National Republican Congressional Committee officials are calling this year’s candidate milestone another a sign of a favorable political environment and giving credit to the committee’s recruitment efforts.
“We’ve expanded the playing field more than ever before,” NRCC Recruitment Chairman Kevin McCarthy (Calif.) said Wednesday. “When you get more candidates, that means you’ve been in more districts, your message is going further, you’re challenging the failed message of the Democrats across the country in almost every single seat.”
McCarthy said the committee had a goal of having a candidate run in every district this cycle. And while the NRCC failed to find a candidate to run in Washington’s 7th district, Pennsylvania’s 1st district, Massachusetts’ 8th district, Florida’s 17th district and New York’s 12th district, McCarthy said the 430 number proves how serious the GOP is about taking back control of the House.
He said that getting more than 420 candidates was the “magic number” when it comes to flipping the House. In 1994, Republicans fielded 421 House candidates when they took over the House. When Democrats took over the House in 1948, they fielded 426 candidates.
But certainly not all candidates are created equal, and the Democratic Congressional Campaign Committee dismissed the idea that the number of districts where Republicans have candidates running is significant.
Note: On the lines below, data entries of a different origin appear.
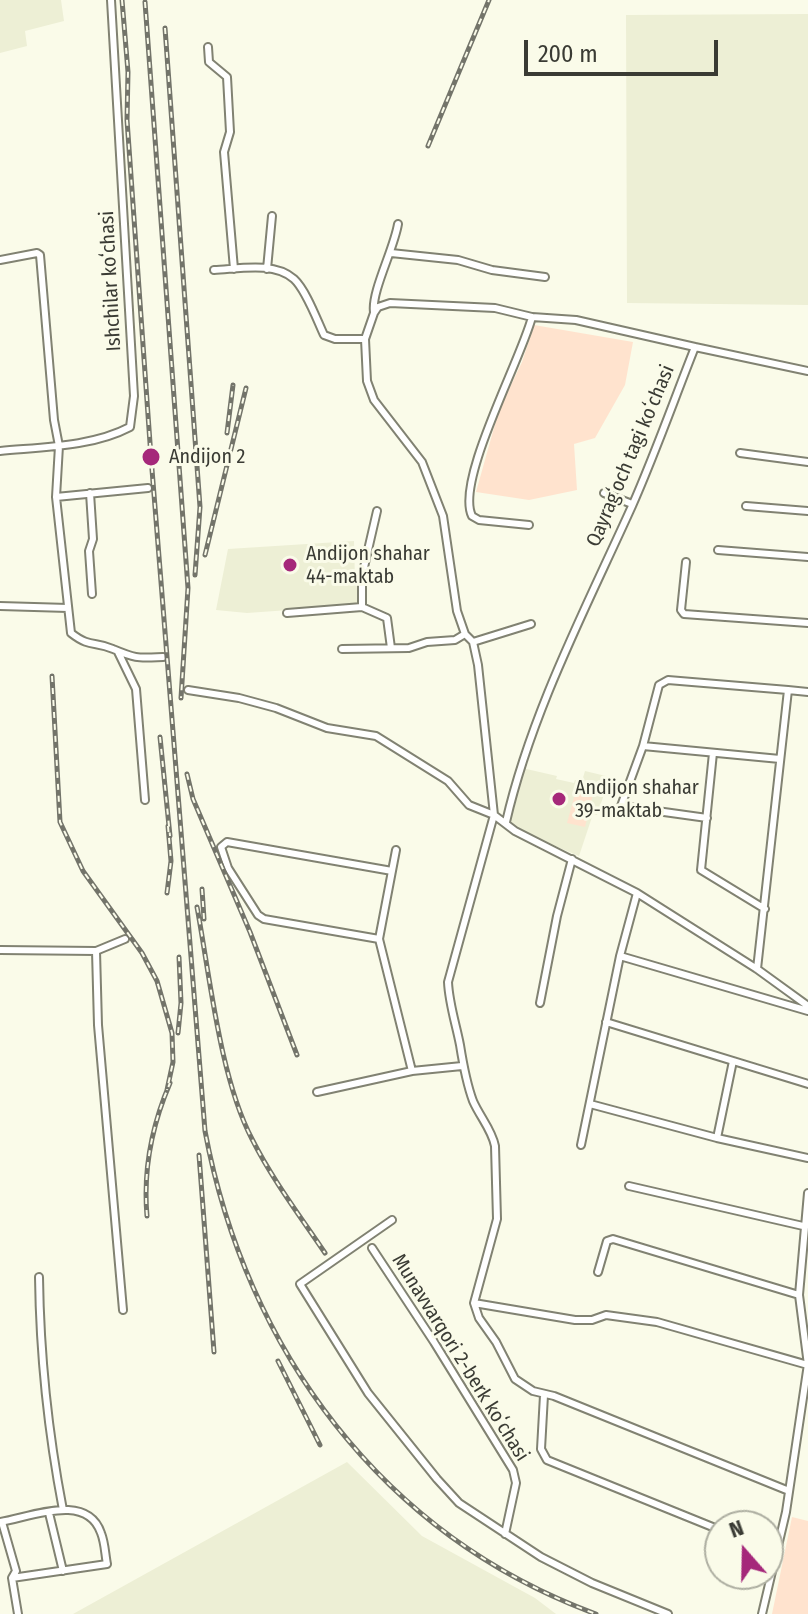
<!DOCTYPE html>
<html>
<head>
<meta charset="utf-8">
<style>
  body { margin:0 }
  #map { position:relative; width:808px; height:1614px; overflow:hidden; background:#fafbe9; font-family:"Fira Sans Condensed",sans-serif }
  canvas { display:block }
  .north { position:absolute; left:704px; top:1510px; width:80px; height:80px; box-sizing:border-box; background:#fafbe9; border:2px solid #adaea1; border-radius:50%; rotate:340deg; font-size:22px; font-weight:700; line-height:32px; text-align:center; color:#3a3b34 }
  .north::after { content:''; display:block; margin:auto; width:28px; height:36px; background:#a5287a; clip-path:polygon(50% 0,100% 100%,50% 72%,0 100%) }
  .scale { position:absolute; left:524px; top:40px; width:194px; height:36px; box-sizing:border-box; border:4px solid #3a3b34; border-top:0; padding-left:10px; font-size:24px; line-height:28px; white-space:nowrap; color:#3a3b34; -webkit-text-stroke:6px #fafbe9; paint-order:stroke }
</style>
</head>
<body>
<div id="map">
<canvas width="808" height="1614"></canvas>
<div class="north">N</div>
<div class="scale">200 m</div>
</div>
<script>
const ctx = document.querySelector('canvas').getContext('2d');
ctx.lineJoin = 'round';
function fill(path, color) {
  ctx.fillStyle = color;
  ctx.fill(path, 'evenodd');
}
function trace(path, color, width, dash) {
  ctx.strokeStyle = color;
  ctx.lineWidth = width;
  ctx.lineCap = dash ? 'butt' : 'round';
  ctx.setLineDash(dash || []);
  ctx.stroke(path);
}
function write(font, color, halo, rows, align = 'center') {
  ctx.font = font + ' "Fira Sans Condensed",sans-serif';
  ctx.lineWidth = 6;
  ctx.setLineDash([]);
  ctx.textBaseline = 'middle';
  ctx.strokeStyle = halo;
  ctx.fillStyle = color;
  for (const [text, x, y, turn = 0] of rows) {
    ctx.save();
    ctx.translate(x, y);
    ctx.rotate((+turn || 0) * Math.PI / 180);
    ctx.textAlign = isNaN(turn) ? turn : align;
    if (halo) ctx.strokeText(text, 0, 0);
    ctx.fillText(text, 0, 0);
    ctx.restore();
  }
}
const built = new Path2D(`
  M0,0h61l3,21 -39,10 2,15 -27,7z
  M808,14v291l-181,-2 -1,-288z
  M354,541l1,40 5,1 -1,23 -112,8 -31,-3 12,-61z
  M522,768l35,8 -1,3 18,4 1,-3 7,1 3,-10 25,6 -13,38 -4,-1 -14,42 -60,-25 -10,-7z
  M347,1462l75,74 113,62 21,16h-483z`);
const green = new Path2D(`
  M534,325l99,17 -8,43 -30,53 -21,6 3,46 -48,10 -53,-8 23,-82 23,-48z
  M576,790l17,4 -8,33 -18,-4z
  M792,1517l16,4v93h-36z`);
const minor = new Path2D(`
  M208,47l1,15 18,15 3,55 -6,20 10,117
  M391,253l67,7 34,10 53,7
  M0,260l37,-7 3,2 14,165 5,26 -3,51
  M267,269l5,-53
  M214,270c24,-1 60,-9 80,9 12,11 23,41 30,56l11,4h30
  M374,312c-3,-20 20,-63 24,-88
  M695,347l113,24
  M0,451c42,-4 92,-4 130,-24l4,-31 -23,-396
  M740,453l68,9
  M148,488l-92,9 15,136c19,15 24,8 42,16 24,10 24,9 50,8
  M90,493l3,46 -4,12 3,43
  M604,493l28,11
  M746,506l62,5
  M529,525l-50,-5 -7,-4c-17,-35 49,-156 60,-199
  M718,550l90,7
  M686,562l-5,48 3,4 124,9
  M0,606l68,2
  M362,607v-31l15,-65
  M287,613l75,-6 25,11 4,30
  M473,642l58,-18
  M342,649l67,-1 18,-6 28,-2 10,-6
  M118,652l18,37 9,111
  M188,690l51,8 37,10 51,20 49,8 72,45 21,24 25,10 21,16 122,62 120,76 51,37
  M643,746l137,13
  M713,753l-12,117 64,39
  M707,818l-86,-12 22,-60 16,-61 9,-5 120,10
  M506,822c25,-109 80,-214 126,-316 23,-52 42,-106 63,-159l-119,-27 -44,-3 -37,-9 -105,-5 -12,4 -4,6 -9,26 2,42 7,19 48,62 21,54 14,95 8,23 8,8 5,23 16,150 -46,167c1,22 8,42 12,63 3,19 6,37 13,56 7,16 19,29 22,45l2,73 -23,84 5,15 17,24 19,37 18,12 21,5 235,95
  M396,850l-17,89 33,132
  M379,939l-115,-20 -6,-4 -30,-47 -7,-21 6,-5 165,29
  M0,950l96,1 2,74 25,285
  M96,951l29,-12
  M620,956l188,55
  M757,969l31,-279 20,2
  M540,1003l17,-87 15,-57
  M606,1022l202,62
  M317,1092l95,-21 50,-5
  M590,1104l127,34 91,20
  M717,1138l16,-77
  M581,1145l39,-189 17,-63
  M629,1186l174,40
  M392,1220l-92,64 68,109 69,86 22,24 82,54 51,26 76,31
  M372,1248l62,94 79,128 3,13 -11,51
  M598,1272l9,-31 6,-2 186,56
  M39,1277c1,79 9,155 24,233
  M474,1303l101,17h17l14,-5 51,7 151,43 -9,-70 9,-102
  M544,1395l-3,54 6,11 173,70
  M49,1513l14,58
  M0,1522c31,-5 87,-30 101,11 4,10 4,21 6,31l-95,14
  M2,1522l14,49 -4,7 6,36
  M762,1614l24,-102 22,-148`);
const rail = new Path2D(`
  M122,0l6,72 -1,48 24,337 54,674c41,219 177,404 391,483
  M145,2l43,586 -7,110
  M165,28l35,479 -5,68
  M428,146l61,-146
  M227,433l6,-48
  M205,555l41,-167
  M52,676l8,146 23,49 59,82 15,28 15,52 1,29 -6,28
  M160,737l10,99
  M187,774l6,25 57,133 47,123
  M168,826l3,35
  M202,889l2,30
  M167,893l4,-32
  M197,907c13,70 23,171 55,232 20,40 48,77 73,114
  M178,1033l3,-30 -2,-46
  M199,1155l15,197
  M147,1216c-4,-46 5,-91 23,-133
  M278,1361l42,84`);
const markers = [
  [151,457,10,"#a5287a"],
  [290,565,8,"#a5287a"],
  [559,799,8,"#a5287a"]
];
const streetNames = [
  ["Ishchilar koʻchasi",111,281,-93],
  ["Qayragʻoch tagi koʻchasi",631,456,-67],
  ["Munavvarqori 2-berk koʻchasi",460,1358,58]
];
const poiNames = [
  ["Andijon 2",169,457],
  ["Andijon shahar",306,554],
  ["44-maktab",306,577],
  ["Andijon shahar",575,788],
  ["39-maktab",575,811]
];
fill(built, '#edefd5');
fill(green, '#ffe3ce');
trace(minor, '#818272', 10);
trace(minor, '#fff', 6);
trace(rail, '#73746a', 5);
trace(rail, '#fafbe9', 2, [6]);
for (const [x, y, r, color] of markers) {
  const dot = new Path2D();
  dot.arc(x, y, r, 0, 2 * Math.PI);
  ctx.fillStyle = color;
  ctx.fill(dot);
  trace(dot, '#fafbe9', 3);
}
write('20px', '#3a3b34', '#fafbe9', streetNames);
write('20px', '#3a3b34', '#fafbe9', poiNames, 'left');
</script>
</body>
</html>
“The NRCC and Kevin McCarthy are nuts if they think 430 seats are in play. In McCarthyland, [John] Boehner, and [Eric] Cantor’s seats are also in play then since there are Democrats running,” DCCC spokesman Ryan Rudominer said. “Unlike the NRCC, the DCCC is strategic in the seats it targets. With all the bluster and all the promises the NRCC has made, the bottom line is that they now face some tough decisions about which of their many hyped candidates with anemic fundraising have disqualified themselves as viable candidates and have to be abandoned.”
The GOP’s 430 candidates this cycle include 178 current GOP Members as well as recruits of widely varying degrees of strength.
That includes recruits such as Arkansas attorney Tim Griffin, a well-known, well-funded candidate with a good chance of flipping the Democratic-held, Little Rock-based 2nd district this fall. But it also includes scores of Republicans who will face Democratic incumbents who are certain to be re-elected.
Republican Gerald Hashimoto, a candy maker who is challenging Rep. Barbara Lee (D-Calif.), has yet to report any money raised to the Federal Election Commission. Since winning a special election in 1998, Lee has never been re-elected with less than 81 percent of the vote in an overwhelmingly Democratic district.